The eventual network has the RS52 crossing at 900Hz to the 830869 and 4kHz to the SC90. To keep it simple, all the filters are 2nd order. By doing so, inverting the phase of the RS52 correctly sums the RS52 with 8" midwoofer. At the other end, the summation to the SC90 is correct too. The resulting response is shown in the Black trace which is reliefed for clarity.

Fig 5 - Falcon Frequency Response
(mic 1 meter RS52AN Axis | 5ms Impulse Window | 1/12 oct smoothing)


Falcon Distortion
The Falcon's Distortion Plot (Fig 6) is one of the best I've ever seen. From 200Hz right up to 10kHz, distortion is exceptionally low. Equally low is the distortion in the bass. This is a clear indication that the 830869 is a well designed driver.

Fig 6 - Falcon Distortion
(mic 20 ins On Axis with RS52AN | 5ms Impulse Window | 1/12 oct smoothing)


Falcon Dispersion
The Horizontal Polar response (Fig 7) of the Falcon is outstanding. From 1Khz to 20kHz, all three drivers combine well for an even dispersion up to +/- 30° off-axis.

Fig 7 - Falcon Horizontal Polar Response


Falcon Impedance & Phase
Fig 8 is the Impedance and Phase plots of the Falcon. Generally, it's a friendly load for power amplifiers. The dip in the Phase Angle at 3.5Khz to -24° corresponds to 6 ohms. In the bass region, the Phase extreme of -60° is at impedance above 25 ohms. Modern day power amplifiers will be able to cope well with the Falcon.

Fig 8 - Falcon Impedance & Phase Response


Falcon Crossover Network
Fig 9 shows the complete network of the Falcon. With an 8" Peerless, the Falcon can be used without subwoofers (omit the 160uF capacitor).
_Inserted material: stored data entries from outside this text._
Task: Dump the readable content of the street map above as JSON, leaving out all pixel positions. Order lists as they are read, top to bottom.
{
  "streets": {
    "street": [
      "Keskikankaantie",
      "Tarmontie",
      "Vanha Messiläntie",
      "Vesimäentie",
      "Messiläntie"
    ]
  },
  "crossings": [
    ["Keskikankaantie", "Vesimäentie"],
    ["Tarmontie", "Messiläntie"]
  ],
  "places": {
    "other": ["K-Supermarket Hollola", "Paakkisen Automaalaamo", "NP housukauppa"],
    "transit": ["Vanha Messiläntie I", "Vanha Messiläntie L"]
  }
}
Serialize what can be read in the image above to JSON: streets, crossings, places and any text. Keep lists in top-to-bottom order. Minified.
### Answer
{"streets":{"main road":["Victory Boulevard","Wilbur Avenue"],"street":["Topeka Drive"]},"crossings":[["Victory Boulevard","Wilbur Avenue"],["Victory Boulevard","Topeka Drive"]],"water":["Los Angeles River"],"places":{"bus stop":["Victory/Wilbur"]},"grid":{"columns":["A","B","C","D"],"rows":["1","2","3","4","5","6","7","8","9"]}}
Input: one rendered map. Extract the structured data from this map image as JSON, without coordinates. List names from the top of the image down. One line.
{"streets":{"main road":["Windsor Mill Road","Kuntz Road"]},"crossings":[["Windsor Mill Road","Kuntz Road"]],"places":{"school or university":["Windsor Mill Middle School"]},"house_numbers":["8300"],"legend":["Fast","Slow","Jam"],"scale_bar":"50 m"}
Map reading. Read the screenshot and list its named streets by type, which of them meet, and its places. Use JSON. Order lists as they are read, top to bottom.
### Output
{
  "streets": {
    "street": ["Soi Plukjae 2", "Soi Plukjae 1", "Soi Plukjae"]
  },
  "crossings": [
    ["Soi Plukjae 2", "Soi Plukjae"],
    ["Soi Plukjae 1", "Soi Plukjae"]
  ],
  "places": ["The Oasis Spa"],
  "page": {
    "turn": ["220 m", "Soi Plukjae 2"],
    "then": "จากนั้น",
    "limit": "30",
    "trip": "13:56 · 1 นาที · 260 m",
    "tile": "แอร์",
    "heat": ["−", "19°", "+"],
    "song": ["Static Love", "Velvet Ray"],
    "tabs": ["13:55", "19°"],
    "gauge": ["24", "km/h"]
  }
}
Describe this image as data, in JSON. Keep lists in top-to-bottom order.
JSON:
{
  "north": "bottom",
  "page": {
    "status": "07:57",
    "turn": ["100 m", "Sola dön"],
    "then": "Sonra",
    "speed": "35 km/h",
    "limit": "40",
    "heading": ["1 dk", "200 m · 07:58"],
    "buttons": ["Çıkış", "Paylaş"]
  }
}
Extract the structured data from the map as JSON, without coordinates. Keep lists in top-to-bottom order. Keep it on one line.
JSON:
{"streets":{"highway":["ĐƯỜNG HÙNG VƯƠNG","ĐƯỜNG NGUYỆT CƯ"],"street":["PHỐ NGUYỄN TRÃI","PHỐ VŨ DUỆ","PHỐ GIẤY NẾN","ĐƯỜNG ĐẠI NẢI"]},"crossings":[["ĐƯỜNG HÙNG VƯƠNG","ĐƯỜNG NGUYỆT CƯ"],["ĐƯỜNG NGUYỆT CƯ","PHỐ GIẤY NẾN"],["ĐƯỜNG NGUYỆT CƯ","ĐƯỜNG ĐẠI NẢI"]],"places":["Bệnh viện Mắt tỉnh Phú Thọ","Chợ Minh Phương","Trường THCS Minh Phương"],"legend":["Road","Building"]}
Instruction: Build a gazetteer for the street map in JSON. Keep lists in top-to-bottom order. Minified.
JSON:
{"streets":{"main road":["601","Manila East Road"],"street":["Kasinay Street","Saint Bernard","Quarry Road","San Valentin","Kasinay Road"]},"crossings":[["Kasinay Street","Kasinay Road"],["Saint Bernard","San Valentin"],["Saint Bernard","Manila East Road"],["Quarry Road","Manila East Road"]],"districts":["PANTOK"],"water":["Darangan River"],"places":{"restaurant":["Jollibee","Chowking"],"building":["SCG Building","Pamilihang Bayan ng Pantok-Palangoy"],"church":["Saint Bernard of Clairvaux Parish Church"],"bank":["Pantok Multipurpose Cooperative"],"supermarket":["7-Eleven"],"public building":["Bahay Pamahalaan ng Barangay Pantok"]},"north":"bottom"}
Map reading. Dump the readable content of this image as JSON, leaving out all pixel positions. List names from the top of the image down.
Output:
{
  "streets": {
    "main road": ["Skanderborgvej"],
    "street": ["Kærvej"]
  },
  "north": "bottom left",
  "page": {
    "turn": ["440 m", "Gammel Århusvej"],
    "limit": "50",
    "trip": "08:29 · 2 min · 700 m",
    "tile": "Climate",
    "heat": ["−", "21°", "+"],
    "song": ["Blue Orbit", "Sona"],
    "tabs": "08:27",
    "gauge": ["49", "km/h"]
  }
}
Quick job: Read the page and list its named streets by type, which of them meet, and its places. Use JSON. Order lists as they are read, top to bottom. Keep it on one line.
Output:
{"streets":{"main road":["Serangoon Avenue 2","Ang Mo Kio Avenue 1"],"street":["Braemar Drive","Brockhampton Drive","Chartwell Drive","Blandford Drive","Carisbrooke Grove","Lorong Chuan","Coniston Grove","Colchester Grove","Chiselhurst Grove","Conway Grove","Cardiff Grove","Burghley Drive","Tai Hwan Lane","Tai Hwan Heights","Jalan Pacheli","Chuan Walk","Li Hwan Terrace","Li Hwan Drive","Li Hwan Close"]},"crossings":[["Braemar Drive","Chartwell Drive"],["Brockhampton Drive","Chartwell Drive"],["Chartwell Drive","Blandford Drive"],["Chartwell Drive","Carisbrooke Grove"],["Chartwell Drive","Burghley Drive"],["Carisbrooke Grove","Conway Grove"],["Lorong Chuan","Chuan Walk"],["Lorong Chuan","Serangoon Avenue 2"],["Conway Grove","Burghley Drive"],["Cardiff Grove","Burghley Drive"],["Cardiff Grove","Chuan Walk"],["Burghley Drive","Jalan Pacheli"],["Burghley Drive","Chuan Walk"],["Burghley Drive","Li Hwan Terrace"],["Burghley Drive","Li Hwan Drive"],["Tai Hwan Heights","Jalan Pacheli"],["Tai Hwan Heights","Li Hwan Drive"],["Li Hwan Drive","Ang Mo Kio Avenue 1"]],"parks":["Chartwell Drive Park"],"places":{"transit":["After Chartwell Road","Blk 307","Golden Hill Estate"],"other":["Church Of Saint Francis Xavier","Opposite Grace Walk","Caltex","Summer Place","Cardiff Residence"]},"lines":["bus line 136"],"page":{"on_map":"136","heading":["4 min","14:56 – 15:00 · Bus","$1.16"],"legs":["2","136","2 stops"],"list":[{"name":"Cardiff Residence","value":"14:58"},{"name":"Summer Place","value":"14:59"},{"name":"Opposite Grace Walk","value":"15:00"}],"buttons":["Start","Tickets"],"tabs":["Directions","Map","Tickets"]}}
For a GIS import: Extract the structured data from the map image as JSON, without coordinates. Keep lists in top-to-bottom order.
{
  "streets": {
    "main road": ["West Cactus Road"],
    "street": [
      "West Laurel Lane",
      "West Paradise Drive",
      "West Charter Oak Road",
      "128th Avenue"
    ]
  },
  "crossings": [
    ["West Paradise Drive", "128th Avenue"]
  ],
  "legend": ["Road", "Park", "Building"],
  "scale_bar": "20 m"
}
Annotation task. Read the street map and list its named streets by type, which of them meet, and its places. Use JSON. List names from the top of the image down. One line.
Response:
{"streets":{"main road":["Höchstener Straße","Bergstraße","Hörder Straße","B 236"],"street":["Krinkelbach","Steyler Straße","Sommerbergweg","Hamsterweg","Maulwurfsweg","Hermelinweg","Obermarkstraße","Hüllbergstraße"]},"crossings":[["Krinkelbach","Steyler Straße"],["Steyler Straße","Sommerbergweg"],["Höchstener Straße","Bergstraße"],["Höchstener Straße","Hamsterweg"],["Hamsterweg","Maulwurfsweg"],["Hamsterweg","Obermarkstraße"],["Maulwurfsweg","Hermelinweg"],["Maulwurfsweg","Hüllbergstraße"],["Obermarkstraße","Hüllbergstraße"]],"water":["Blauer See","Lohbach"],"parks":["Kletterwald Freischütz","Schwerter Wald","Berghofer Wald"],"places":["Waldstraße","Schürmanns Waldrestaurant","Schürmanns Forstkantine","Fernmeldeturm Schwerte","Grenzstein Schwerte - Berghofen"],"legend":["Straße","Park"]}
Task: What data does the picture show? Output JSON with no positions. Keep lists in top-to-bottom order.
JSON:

To preserve the sonic integrity of the Falcon, I prefer to run them fully passive. The way I integrate my Active Subs with the Falcon is to run the Subs at 24dB/oct at about 90Hz with an electronic crossover. The Active Highpass is not used for the Falcon. A 160uF capacitor is used as a 1st order filter instead. This way, the Falcon is not comtaminated by the electronics of the active crossover. If you opt to use this method, a quality capacitor is essential for the 160uF.

Fig 9 - Falcon Crossover Network


the sound of Falcon
The highlight of the Falcon is the baffleless Midrange and Tweeter. In one stroke, this completely eliminated any issues with Baffle Diffraction.

It is in the auditioning of the Falcon that the baffleness RS52 and SC90 became really apparent. Though the vocals and treble were exceptionally "clean" and "transparent", what was eerie about the Falcon was like they don't exist. They simply vanished, leaving just music.

I should mention that the Falcon's mids and highs are not "Open Baffle".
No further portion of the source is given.